The report goes on to add that strategists expect this to change, and strategies of the future will need to imagine better ways for this to grow. This might mean things like demand switching, the circular economy, radical innovation, and doing (and wasting) less.
We ask whether marketers feel ill-equipped due to budget constraints or a skills gap? Or are brands silent on sustainability due to the pervasive fear of greenwashing, where proclamations exceed actions? Is there an organisational mindset deeming sustainability too costly?
Deb Caldow, global marketing director, Diageo
I believe it comes down to 2 main issues.
There are some who simply don’t know what to say or don’t have anything to talk about. This might be because their business hasn’t made sustainability a priority, or they haven’t worked out what their role is in the transformation, or maybe they think ESG is the supply and procurement teams problem to fix. At worst, marketers don’t know what to say because there is no genuine progress to talk about or they don’t think leading the change is their job.
The more existential issue? If a marketers role is not to drive humans to consume more stuff, what is their reason for being? The marketing industry is at a massive inflection point, one which I am hoping and agitating for us to lean-into, not away-from.
For others, the line from Ronan Keating’s power ballad sums how marketers might feel on communicating brand sustainability narratives – “you say it best, when you say nothing at all”. Those that have something genuine and important to share with consumers, but don’t for fear of greenwashing backlash (green-shushing)…. it’s this behaviour I am most concerned about. As marketers we have the unique role of creating desirable consumer behavioural change, offering more sustainable options and supporting the transformation to living life within planetary boundaries. What a missed opportunity for us shape more sustainable lives, using the best of all our creativity and story-telling to turn the tide.
It’s not just a moral obligation – this is about business resilience – making sure that there is a future for the companies and brands we support.
At Diageo, we are working across both issues.

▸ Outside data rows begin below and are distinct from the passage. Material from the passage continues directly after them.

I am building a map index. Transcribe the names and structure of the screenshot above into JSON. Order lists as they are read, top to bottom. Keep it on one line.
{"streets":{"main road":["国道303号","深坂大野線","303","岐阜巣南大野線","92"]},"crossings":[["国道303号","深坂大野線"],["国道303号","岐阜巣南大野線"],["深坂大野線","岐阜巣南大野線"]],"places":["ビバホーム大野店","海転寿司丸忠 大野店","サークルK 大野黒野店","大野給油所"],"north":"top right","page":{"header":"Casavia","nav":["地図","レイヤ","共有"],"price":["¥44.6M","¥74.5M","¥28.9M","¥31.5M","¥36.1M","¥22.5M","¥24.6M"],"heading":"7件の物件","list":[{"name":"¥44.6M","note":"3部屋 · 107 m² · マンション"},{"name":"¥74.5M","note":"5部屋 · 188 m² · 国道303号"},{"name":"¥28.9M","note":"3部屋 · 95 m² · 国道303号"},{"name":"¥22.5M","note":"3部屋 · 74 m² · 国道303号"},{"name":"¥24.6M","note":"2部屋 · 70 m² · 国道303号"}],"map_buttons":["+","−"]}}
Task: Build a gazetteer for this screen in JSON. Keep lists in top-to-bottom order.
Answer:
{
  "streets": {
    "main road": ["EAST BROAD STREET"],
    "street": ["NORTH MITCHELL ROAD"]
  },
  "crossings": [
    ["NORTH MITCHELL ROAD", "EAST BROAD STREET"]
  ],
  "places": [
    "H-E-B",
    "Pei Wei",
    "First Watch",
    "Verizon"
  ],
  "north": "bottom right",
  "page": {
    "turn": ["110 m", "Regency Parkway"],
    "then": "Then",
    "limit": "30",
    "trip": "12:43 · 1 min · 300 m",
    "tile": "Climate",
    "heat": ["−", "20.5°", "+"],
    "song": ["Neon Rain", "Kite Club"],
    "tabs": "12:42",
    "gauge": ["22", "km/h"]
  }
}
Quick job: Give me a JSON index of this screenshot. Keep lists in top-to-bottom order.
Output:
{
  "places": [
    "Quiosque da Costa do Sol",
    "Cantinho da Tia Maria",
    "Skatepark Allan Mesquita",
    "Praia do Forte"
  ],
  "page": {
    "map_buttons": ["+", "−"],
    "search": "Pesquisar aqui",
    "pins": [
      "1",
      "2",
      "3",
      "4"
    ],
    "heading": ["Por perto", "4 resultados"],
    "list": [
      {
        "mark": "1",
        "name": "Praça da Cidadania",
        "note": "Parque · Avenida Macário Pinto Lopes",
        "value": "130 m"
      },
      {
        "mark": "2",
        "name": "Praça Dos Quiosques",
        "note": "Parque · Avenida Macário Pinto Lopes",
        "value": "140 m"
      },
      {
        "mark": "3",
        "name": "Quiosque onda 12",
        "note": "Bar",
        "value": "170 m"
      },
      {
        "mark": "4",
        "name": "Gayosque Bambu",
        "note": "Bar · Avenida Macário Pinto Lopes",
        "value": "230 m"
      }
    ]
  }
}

To reimagine marketing’s role in creating a sustainable future AND provide our marketers with support on how to be both creative AND compliant on sustainability communications.
Jo McClintock, VP Brand & Marketing, Trainline
As marketers you need to wear two hats, one hat on the business performance and another on the cultural responsibility as a brand. In my opinion we need to find a way to do both, all the time.
It's our job to bring ideas that break conventions to the table whether that be in the space of DEI or Sustainability, whilst giving the business confidence in delivering on its core business goals. We must take a leadership position and not wait for permission.
Whilst it may sound its "all on us" we do not need to do this alone. Develop trusted relationships with internal stakeholders to understand their perspectives and work with a brilliant creative and insights team to deliver a powerful idea that aligns with your goals and has integrity - there is no need to fear.
Dan Tendler, strategy director, Wunderman Thompson
As advertisers, we have an incredibly privileged position when it comes to driving change. Not just for our clients, but for society. The work, the content, the ads we create – all of them are opportunities to help normalise behaviours that make us all more ‘sustainable’.
Rather than waiting for a client to want to shout about what they’re doing to be greener, the job is to recognise that almost any brief can be ‘sustainable’. We need to be empowered to understand that as individuals, we have that agency. We can be the spark. We can be the ones to push for that difference.
Turning a CRM-brief into a way to help existing customers use a product for longer? That’s now a sustainable brief.
Taking an experience-brief and suggesting product repair as a new revenue stream? That’s now a sustainable brief.
Using a brand brief to showcase ‘lower carbon’ ways to use the same product (i.e. showing four people in a car, rather than someone driving on their own)? That’s now a sustainable brief.
Consistently pushing forwards and celebrating these more sustainable behaviours can make a real difference. And they’re all things we can start to do today, while trying to never lose sight of the fact that our future is always worth fighting for - no matter who you are or where you are.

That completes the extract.